279. SOUP OF GRATINATED CRUSTS A LA JARDINIERE.
FOR a dinner of sixteen covers, order a dozen small rolls to be made of the size and shape of an egg; rasp them, and take the crumb out carefully without disturbing the shape of the rolls. When the crumb is taken out, put the rolls or hollow crusts on a baking-sheet in the oven, for the purpose of making them crisp, as well as to give them a light brown colour.

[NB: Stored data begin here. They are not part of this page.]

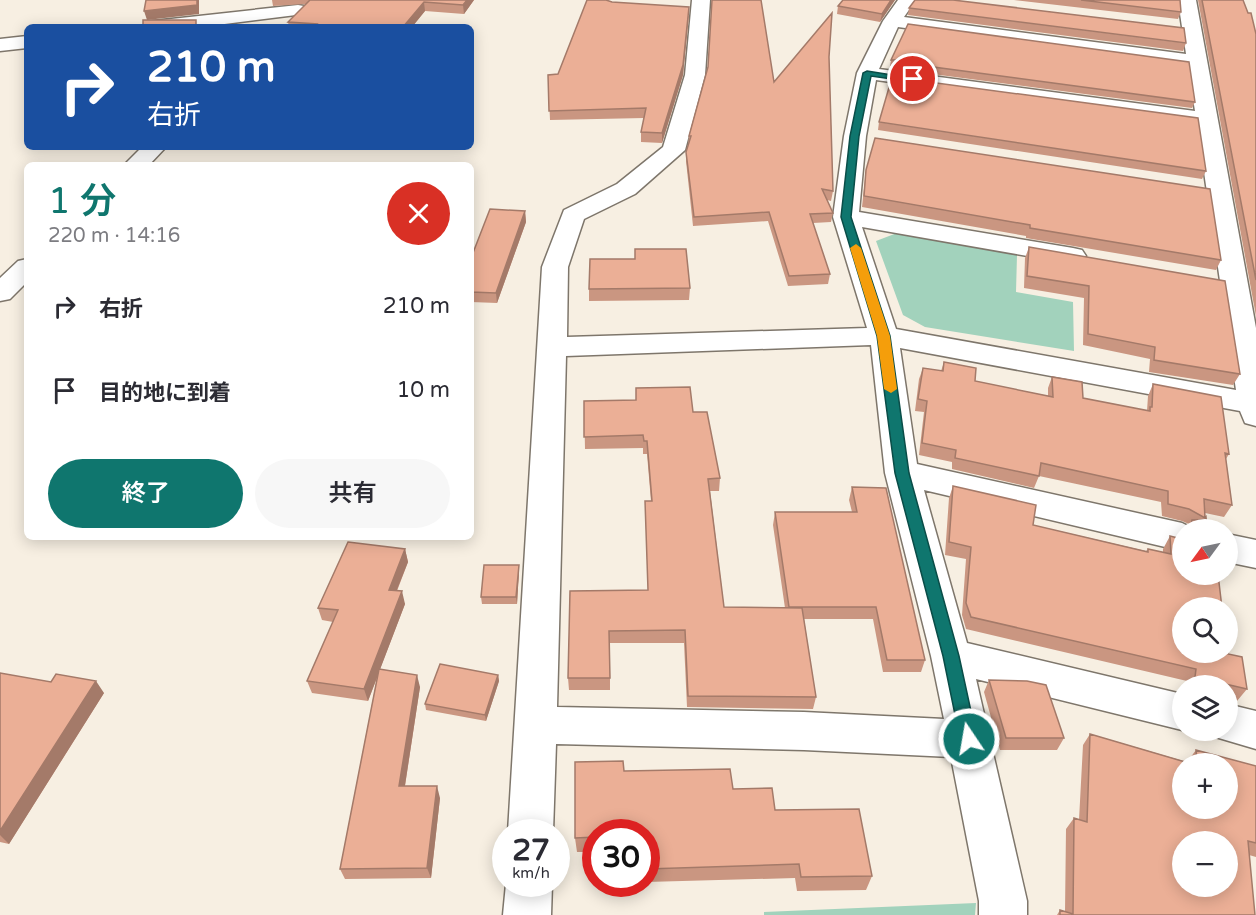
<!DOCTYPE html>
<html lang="ja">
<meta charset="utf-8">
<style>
:root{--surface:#fff;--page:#f7f7f7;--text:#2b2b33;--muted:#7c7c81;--accent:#0f766e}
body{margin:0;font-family:"Varela Round","Noto Sans JP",sans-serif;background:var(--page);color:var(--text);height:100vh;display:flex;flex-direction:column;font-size:22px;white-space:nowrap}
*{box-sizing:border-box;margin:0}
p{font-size:20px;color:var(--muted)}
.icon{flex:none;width:33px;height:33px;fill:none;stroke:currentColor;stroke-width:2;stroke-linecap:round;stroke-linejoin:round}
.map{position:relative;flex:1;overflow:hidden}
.panel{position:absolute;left:24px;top:162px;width:450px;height:378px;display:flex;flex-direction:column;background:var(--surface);border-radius:9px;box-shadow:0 3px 15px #0003}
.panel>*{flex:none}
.guide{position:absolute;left:24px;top:24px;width:450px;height:126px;border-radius:9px;box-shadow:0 3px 15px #0003;background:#1a4fa0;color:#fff;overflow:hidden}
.needle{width:39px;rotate:237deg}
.tools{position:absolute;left:1172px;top:519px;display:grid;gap:12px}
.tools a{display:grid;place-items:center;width:66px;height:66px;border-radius:50%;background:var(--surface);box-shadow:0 3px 15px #0003;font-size:30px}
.speed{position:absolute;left:492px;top:819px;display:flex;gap:12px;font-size:30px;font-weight:700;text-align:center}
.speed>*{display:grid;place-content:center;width:78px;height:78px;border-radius:50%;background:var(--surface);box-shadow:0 3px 15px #0003;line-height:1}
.speed small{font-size:15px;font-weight:400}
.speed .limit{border:9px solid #d22;background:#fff;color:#111}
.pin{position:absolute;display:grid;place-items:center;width:51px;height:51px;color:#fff;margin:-26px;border:3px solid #fff;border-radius:50%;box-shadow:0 2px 6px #0007}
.me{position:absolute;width:66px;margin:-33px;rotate:348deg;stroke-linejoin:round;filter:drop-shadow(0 0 4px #0008)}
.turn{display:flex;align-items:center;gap:21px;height:126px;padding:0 24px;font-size:27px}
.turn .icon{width:78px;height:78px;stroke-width:2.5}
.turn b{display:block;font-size:42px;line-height:51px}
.round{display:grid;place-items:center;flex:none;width:63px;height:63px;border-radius:32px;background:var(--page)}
.headline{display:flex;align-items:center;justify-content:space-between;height:102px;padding:0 24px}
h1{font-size:36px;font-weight:600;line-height:45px;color:var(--accent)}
.action{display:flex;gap:12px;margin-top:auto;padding:12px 24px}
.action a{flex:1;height:69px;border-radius:36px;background:var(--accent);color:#fff;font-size:24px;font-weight:600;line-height:69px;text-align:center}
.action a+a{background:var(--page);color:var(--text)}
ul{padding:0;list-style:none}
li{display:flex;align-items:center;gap:18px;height:84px;padding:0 24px}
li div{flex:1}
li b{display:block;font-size:22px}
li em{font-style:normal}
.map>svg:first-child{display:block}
</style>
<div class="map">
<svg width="1256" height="915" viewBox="0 0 1256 915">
<rect width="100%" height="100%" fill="#f7efe2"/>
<path fill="#a2d2bc" d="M897,233L1017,255L1016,292L1073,302L1074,351L925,327L903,315L876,241Z
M976,903L975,915H764V912Z"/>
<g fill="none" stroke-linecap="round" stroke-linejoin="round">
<g stroke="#7e766b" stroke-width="3">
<path id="street" d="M692,0H710L705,75L685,150L635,194L584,219L568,267L567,337L867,328L833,217L844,136L857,73L883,21L898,0H916L904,17L1186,54L1178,0H1196L1256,328V426L1245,423L1240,411L900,348L917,464L1182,523L1196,530H1182V551L924,490L967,643L1182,694V730L976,679L1027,901V915H979V901L951,757L804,750L556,744L553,832H508L542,267L564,210L617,184L663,147L685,75ZM898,27L1188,67L1195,111L879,69ZM876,80L1197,124L1236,390L896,329L862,227L1073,264L1082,262L1086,256L1082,250L1073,248L859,212L866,136ZM871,345L885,473L931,656L944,719L804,712L557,707L566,356Z
M298,5L304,6L307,10L304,14L201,27H144L146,23L153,21Z
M27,36V48L0,51V39Z
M142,147H166L149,165H124Z
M27,259V282L10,299L0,301V278L18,261Z
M1227,534L1256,540V568L1227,562Z
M1227,704L1256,711V749L1212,736L1210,730H1227Z
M506,884H552L551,915H503Z"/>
</g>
<use href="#street" fill="#fff" fill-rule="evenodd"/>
</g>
<path fill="#ca9681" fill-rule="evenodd" d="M272,0H474L464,14L425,11L412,27H289L288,22L306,4L273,6Z
M895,0L880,22L837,14L838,6Z
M1014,0H1180L1181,12L1178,19Z
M1198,0H1243L1256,34V316Z
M909,8L1186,43L1183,51L908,15Z
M689,16L683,75L662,143L641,142V132L644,118L550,120L548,75L558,74Z
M829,57L833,191L831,201L827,200L833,213L831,222L813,223L830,274L828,284L788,286L768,221L693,226L686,161L689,136L774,82Z
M891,60L1195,102L1192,108L894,69L895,67L890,66Z
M879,122L1206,171L1202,179L878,130Z
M866,170L1221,260L1216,270L1026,238V236L862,207Z
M525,211L526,222L497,303L471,302V258Z
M1029,247L1240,374L1233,385L1149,372L1150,359L1083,345L1084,298L1024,288L1025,258Z
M635,249L690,288L689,300L589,301V289L635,259Z
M944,362L975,381L1048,396V388L1052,377L1083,398L1147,411L1148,396L1153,384L1229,454L1226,459L1232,505L1224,517L1205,513L1207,530H1186L1189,524L1182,521L1162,516L1161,502L1039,476L1034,488L952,469V462L919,455L924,412L915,411L919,379L923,368L941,371Z
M636,388L693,412L720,478L719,491H710L724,607L785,608L773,525L775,512H852L849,500L852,487L925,660L921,672H883L873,619H804L816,697L813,709L687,707L684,643H610V690H569L568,678L570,591L648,590L645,501H651L647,454H643V448L585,449L584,401L636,400Z
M953,486L1033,525L1146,551L1148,549L1163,552V549L1170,536L1228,654L1247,689L1237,701L1227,698V686H1187V681L966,629L962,615L966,559L945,555L949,498Z
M405,549L408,562L397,591L405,604L380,669L420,687L405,786L440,798L431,878L345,879L340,869L377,678L368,701L312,693L307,681L333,622L322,620L318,608Z
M519,565V571L517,604H482L481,597Z
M0,673L104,693L9,844L0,842Z
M498,675L499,681L486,721L426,710L425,704Z
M989,680L1064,738L1057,750H1000L984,692Z
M1090,734L1187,762L1196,750L1256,766V857L1249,855L1255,915H1057L1060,910L1065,912L1066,829L1074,818L1079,820L1083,745ZM1182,764H1227L1182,808Z
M624,771L733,789L775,810L872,876L866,890L797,891L795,878L646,882V832H596V852H577L575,838Z"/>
<path fill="#a47a69" d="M197,0H199V14L147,20L144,11Z
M467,0H474L464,14L463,5Z
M891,0H895L880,22L882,14Z
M424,2L425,11L412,27H403Z
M689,7L683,75L662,143V133Z
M525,211L526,222L497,303L496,293Z
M405,549L408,562L392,602L389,590Z
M519,565V571L517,604L516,597Z
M402,591L405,604L368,701L364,689Z
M417,675L420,687L403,798L399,786Z
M498,675L499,681L486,721L485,715Z
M96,681L104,693L9,844L0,835V831Z
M437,786L440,798L431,878L427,868Z"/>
<path fill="#ebaf96" stroke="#a47a69" stroke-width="1.5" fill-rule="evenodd" d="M146,0H197V5L144,11Z
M310,0H467L463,5L424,2L403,27H314L317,24L288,22Z
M587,0H606L612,2L689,7L683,65L662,133L641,132L646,108L549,111L548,75L558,74Z
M712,0H761L774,82L832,13L829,57L833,191L822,189L833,213L810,214L830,274L789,276L769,212L694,217L686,152L691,136H689L708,67Z
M843,0H891L882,14L838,6Z
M915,0H953L1184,28L1186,43L909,8Z
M1081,0H1180L1181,12Z
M1202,0H1243L1248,13H1251L1256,34V280Z
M143,20H196V27H143Z
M908,24L1189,62L1195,102L896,62V60H891Z
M892,77L1198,118L1206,171L879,122Z
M875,138L1210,189L1221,260L1030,228V225L864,196L866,170Z
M490,209L525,211L496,293L471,292V258Z
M1029,247L1225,281L1240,374L1154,360L1155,347L1088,334L1089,286L1027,276Z
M635,249H686L690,288L589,289L590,259H635Z
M944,362L976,368L975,381L1053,397L1052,377L1082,382L1083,398L1150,411V407H1152L1153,384L1221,397L1229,454L1225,453L1232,505L1204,499L1205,518L1189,509L1168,504V491L1041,463L1039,476L955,458L956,450L922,443L927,401L918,399L923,368L943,371Z
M690,387L693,412H707L720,478L708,479L724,607L802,608L816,697L688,696L685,630L609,631L610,678H568L570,591L648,590L645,501H652L647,441H644L643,435L584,437V401L636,400V388Z
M953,486L1036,505L1033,525L1148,552V549L1171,554L1170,536L1182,539V574H1218L1222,608H1182V652H1227V646L1228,654L1242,657L1247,689L1195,677L1196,669L971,617L966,603L971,547L949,542Z
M852,487L886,488L925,660H887L876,607H789L775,512H857Z
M1206,517L1207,530H1191L1192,520H1204Z
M348,542L405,549L389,590L402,591L364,689L307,681L338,610L318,608Z
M484,565H519L516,597H481Z
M440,664L498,675L485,715L425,704Z
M379,669L417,675L399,786H437L427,868L340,869Z
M0,673L51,682L56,674L96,681L0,831Z
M989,680L1027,681L1046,685L1064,738H1006Z
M1090,734L1192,764H1182V808H1227V764H1197L1196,750L1256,766V843L1248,841L1255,915H1060V910L1073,914L1074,818L1087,822ZM1182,842H1227V886H1182Z
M623,761L624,771L730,769L733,789L772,788L775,810L859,809L872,876L801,877L799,864L646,869V832H596V837L575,838V762Z"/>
<path fill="#0f766e" stroke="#0a4d48" stroke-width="1.5" d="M867,71L917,79L913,82L871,76L859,136L851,217L890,336L909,473L959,656L977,739L975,745L969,747L963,745L960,739L943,656L895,473L877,336L841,217L850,136L863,73Z"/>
<path fill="#f59e0b" d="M856,244L861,248L890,336L897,389L891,393L884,389L877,336L850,248Z"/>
</svg>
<div class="tools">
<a><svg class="needle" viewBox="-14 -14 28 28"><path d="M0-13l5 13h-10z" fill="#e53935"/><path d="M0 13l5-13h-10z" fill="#7c7c81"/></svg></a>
<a><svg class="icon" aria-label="search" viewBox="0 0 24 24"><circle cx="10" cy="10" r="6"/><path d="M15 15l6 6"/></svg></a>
<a><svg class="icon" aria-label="layers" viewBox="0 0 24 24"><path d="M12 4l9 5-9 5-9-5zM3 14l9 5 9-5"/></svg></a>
<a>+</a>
<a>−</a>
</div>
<div class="speed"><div>27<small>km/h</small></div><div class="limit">30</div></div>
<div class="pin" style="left:913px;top:79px;background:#d93025"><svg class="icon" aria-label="arrive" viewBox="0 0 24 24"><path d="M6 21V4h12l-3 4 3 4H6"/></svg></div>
<svg class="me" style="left:969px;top:739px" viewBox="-20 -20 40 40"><circle r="17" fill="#0f766e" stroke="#fff" stroke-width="3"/><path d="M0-11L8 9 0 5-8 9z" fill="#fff"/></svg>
<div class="guide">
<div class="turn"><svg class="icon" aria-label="right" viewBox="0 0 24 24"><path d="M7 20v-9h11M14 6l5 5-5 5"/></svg><div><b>210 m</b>右折</div></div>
</div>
<section class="panel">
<div class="headline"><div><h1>1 分</h1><p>220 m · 14:16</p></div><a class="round" style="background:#d93025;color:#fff"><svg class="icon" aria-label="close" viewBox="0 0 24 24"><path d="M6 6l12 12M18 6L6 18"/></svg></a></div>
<ul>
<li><svg class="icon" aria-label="right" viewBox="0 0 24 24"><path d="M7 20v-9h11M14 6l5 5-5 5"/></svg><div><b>右折</b></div><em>210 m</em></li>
<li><svg class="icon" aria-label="arrive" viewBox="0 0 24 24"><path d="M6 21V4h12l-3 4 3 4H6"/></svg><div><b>目的地に到着</b></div><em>10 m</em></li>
</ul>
<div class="action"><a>終了</a><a>共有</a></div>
</section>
</div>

An hour before dinner, put the crusts thus prepared into a deep silver dish, and pour over them a sufficient quantity of consommé of fowl to cover them. Place the dish containing the crusts on a trevet over a stove-fire of moderate heat, and there allow the crusts to be-come gratinatéd, that is to say, to acquire, by means of boiling down, a concentration of flavour, and that appearance of crispness which is as alluring to the eye as it is savoury to the palate. When the consommé is perfectly absorbed by the crusts, put them in the oven in order to increase their crispness, but be extremely careful that they do not burn. Just before sending to table, pour on to the crusts thus prepared a jardinière, composed of small pipe-like pieces of carrots, turnips, celery, leeks, a few small button onions, green-peas, French beans, asparagus-heads, and also a few flowerets of white cauliflower. Only a small quantity of consommé should be put with the crusts and Jardinière*, as it is usual to serve up a tureen of clear consommé separately from which the crusts are served; a small ladleful of the gratinatéd crusts, &c., should be first put into the soup-plate, and some of the consommé added afterwards.